We read. Under interests, he’s written “traveling and cruising down Ocean Drive in my Hummer.” Under job, he’s written “businessman.”
“He’s got to have money if he’s a businessman,” I say.
“And if he can afford a H
ummer.”
“Click on his picture. The suspense is killing me.”
Vanessa clicks on the picture icon, and the Silver Fox pops on the screen. He’s got tanned skin, gray eyes, the whitest and straightest teeth, and silvering hair, of course.
“He looks like a soap opera star,” I say.
“Yeah, the kind of soap star who plays the owner of a big company and buys his girlfriend flowers and takes her to Italy on his private jet.” Vanessa stares at the Silver Fox for a moment. “This is it,” she decides. “This is the guy who will make my mom forget she hates men.”
“You can’t actually contact him, Vanessa. That’s dangerous.”
“I’m not going to write to him. I’m going to steal his identity.”
“What do you mean?”
“My mom needs a secret admirer in order to feel special again,” she says. “The Silver Fox is the perfect secret admirer. So I’ll pretend to be him when I write her love notes. What do you think?”
“I think she’s going to hate men even more once she finds out he’s a fake.”
“But in the meantime, she’ll feel better about herself,” Vanessa says. “My mom wouldn’t go out with some guy she doesn’t know. But if she starts seeing herself as attractive, then maybe she’ll be open to new relationships. See what I mean?”

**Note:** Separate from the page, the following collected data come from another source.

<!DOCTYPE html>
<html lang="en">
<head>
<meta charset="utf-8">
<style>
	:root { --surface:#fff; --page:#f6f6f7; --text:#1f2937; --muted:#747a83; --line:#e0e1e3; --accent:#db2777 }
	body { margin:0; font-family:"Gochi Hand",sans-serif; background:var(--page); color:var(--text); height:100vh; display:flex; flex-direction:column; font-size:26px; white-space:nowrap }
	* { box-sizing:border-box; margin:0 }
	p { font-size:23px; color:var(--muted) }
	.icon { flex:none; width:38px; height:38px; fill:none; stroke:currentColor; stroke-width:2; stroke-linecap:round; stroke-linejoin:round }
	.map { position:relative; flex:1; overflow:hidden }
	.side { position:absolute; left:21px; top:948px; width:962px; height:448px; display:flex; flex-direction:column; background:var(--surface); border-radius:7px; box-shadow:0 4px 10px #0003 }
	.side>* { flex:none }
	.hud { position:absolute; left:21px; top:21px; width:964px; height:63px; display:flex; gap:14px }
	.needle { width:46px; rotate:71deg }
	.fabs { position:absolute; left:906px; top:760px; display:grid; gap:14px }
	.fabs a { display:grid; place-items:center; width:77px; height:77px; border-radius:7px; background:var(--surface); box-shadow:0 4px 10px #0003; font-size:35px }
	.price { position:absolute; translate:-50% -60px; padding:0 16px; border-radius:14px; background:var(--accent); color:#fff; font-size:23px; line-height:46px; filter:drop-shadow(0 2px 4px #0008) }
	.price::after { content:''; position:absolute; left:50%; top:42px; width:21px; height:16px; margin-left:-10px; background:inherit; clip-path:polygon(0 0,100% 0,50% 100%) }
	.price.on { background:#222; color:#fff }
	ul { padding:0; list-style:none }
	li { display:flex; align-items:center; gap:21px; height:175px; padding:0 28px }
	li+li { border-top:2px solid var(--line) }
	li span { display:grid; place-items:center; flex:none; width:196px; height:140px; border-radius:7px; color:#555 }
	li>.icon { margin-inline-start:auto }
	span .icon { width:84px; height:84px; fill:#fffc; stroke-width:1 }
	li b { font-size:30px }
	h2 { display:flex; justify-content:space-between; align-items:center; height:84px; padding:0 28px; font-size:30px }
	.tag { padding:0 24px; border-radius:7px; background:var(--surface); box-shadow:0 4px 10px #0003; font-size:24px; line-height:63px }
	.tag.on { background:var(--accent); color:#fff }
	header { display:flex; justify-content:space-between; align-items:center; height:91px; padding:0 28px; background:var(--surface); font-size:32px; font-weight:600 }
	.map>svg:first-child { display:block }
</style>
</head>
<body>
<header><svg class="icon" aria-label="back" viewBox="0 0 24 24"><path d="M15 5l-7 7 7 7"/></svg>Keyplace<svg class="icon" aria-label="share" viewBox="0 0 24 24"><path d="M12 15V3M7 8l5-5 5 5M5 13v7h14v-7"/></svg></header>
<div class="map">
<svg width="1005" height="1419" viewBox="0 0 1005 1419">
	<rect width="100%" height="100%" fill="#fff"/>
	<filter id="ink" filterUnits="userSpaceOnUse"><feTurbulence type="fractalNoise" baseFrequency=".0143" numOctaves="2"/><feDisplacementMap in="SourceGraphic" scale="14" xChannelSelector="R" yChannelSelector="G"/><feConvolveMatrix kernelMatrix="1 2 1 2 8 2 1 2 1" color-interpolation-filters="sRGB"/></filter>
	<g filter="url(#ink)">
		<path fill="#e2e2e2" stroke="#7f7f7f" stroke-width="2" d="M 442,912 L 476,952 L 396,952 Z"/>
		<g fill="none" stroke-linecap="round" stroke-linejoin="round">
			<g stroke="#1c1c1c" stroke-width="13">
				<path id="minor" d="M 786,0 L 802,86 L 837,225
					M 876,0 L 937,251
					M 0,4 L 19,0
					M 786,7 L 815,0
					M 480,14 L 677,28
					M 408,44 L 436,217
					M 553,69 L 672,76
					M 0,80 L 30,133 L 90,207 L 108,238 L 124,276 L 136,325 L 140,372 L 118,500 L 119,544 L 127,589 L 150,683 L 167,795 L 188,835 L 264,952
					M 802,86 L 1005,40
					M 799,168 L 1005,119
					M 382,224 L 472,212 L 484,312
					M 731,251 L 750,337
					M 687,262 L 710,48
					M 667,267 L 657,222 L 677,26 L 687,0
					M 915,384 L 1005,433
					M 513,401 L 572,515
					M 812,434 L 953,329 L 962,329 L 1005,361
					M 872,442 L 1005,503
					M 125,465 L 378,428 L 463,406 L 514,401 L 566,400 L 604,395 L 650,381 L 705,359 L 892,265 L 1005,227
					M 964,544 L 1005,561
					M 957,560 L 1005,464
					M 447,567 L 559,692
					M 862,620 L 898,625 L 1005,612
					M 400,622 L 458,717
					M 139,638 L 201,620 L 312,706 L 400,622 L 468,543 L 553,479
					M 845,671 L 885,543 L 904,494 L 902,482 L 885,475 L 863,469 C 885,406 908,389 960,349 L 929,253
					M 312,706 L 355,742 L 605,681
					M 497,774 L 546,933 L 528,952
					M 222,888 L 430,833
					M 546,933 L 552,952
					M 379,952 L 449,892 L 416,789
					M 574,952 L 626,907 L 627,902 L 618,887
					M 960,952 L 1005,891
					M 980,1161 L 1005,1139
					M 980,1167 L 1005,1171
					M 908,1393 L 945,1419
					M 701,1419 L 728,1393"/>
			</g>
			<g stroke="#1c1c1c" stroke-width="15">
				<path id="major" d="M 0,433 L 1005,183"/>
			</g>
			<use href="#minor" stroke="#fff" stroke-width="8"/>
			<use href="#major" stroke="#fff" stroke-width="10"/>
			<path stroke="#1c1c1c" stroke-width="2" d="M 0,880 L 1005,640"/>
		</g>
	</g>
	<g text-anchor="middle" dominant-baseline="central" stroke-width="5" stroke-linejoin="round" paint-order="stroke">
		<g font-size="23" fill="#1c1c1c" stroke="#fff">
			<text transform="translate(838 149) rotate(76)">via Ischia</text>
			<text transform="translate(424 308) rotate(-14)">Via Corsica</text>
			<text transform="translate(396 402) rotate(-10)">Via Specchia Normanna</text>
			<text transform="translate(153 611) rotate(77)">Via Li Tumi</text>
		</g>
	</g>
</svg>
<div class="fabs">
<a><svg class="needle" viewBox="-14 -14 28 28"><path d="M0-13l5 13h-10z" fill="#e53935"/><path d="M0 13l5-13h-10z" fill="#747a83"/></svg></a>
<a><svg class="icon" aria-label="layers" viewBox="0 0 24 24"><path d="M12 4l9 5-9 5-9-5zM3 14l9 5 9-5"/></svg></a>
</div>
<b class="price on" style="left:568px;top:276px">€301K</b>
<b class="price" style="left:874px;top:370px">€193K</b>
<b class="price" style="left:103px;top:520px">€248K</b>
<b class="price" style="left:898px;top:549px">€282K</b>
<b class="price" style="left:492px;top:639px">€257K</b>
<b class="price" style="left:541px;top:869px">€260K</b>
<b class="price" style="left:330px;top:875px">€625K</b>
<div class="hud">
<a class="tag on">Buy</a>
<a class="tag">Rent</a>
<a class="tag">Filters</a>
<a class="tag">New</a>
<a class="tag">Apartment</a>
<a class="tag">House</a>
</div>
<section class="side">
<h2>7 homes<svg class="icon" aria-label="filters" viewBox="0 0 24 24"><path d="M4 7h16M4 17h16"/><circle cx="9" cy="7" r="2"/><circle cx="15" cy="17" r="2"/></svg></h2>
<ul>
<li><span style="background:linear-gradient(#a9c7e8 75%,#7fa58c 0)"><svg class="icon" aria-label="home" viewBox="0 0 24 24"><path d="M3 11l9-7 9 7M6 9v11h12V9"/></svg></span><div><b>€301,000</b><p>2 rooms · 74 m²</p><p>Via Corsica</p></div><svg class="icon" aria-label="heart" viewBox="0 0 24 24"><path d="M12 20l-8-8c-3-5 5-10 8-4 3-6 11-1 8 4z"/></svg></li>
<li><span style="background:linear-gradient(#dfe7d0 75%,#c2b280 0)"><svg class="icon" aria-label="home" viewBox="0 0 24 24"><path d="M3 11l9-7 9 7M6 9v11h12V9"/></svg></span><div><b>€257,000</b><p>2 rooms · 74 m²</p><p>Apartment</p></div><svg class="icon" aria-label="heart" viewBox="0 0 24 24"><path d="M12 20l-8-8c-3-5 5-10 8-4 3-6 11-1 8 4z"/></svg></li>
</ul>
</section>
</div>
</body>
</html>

“I guess,” I say, still doubtful.
“She needs a positive experience with a man to fight off the bad experience she had with my dad.”
“Well, when you put it that way, it makes sense.”
“So you’re going to help me, right?”
“Of course,” I giggle.
An hour later, we copy the first love poem onto some pretty stationery:
I’ve looked up and down and in every direction
For a woman who’s worthy of my affection.
But the girls I meet seem so fake,
Like people who want to make my heart break.
Then I discovered your love for art
And I know you’re someone who’ll take care of my heart.